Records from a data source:
##############################

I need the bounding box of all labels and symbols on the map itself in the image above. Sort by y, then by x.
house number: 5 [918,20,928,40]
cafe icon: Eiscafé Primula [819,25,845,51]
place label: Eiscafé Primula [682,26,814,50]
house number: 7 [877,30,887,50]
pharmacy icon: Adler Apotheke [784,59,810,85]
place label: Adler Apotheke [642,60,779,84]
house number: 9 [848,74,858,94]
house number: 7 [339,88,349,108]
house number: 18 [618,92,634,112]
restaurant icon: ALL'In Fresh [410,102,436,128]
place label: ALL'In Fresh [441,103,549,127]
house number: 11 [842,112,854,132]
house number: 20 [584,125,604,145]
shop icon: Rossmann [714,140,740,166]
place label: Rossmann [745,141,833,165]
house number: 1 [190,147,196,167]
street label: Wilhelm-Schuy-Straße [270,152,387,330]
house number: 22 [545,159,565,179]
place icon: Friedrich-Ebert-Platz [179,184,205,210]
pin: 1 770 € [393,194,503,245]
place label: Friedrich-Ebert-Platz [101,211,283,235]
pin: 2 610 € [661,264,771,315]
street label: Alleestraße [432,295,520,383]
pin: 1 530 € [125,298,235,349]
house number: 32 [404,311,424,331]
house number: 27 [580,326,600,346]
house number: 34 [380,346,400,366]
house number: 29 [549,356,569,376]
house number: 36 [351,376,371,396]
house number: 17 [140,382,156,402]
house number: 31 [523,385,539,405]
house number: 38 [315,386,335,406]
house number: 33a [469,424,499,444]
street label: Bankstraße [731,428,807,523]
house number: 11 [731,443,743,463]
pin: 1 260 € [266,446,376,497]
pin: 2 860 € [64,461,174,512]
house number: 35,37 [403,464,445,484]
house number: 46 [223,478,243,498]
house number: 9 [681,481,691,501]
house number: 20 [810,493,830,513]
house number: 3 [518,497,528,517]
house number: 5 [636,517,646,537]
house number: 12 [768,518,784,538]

##############################

Exercise description:
For this task, please set down every entry exactly, with no line left out.

Solution to the problem:
I need the bounding box of all labels and symbols on the map itself in the image above. Sort by y, then by x.
house number: 5 [918,20,928,40]
cafe icon: Eiscafé Primula [819,25,845,51]
place label: Eiscafé Primula [682,26,814,50]
house number: 7 [877,30,887,50]
pharmacy icon: Adler Apotheke [784,59,810,85]
place label: Adler Apotheke [642,60,779,84]
house number: 9 [848,74,858,94]
house number: 7 [339,88,349,108]
house number: 18 [618,92,634,112]
restaurant icon: ALL'In Fresh [410,102,436,128]
place label: ALL'In Fresh [441,103,549,127]
house number: 11 [842,112,854,132]
house number: 20 [584,125,604,145]
shop icon: Rossmann [714,140,740,166]
place label: Rossmann [745,141,833,165]
house number: 1 [190,147,196,167]
street label: Wilhelm-Schuy-Straße [270,152,387,330]
house number: 22 [545,159,565,179]
place icon: Friedrich-Ebert-Platz [179,184,205,210]
pin: 1 770 € [393,194,503,245]
place label: Friedrich-Ebert-Platz [101,211,283,235]
pin: 2 610 € [661,264,771,315]
street label: Alleestraße [432,295,520,383]
pin: 1 530 € [125,298,235,349]
house number: 32 [404,311,424,331]
house number: 27 [580,326,600,346]
house number: 34 [380,346,400,366]
house number: 29 [549,356,569,376]
house number: 36 [351,376,371,396]
house number: 17 [140,382,156,402]
house number: 31 [523,385,539,405]
house number: 38 [315,386,335,406]
house number: 33a [469,424,499,444]
street label: Bankstraße [731,428,807,523]
house number: 11 [731,443,743,463]
pin: 1 260 € [266,446,376,497]
pin: 2 860 € [64,461,174,512]
house number: 35,37 [403,464,445,484]
house number: 46 [223,478,243,498]
house number: 9 [681,481,691,501]
house number: 20 [810,493,830,513]
house number: 3 [518,497,528,517]
house number: 5 [636,517,646,537]
house number: 12 [768,518,784,538]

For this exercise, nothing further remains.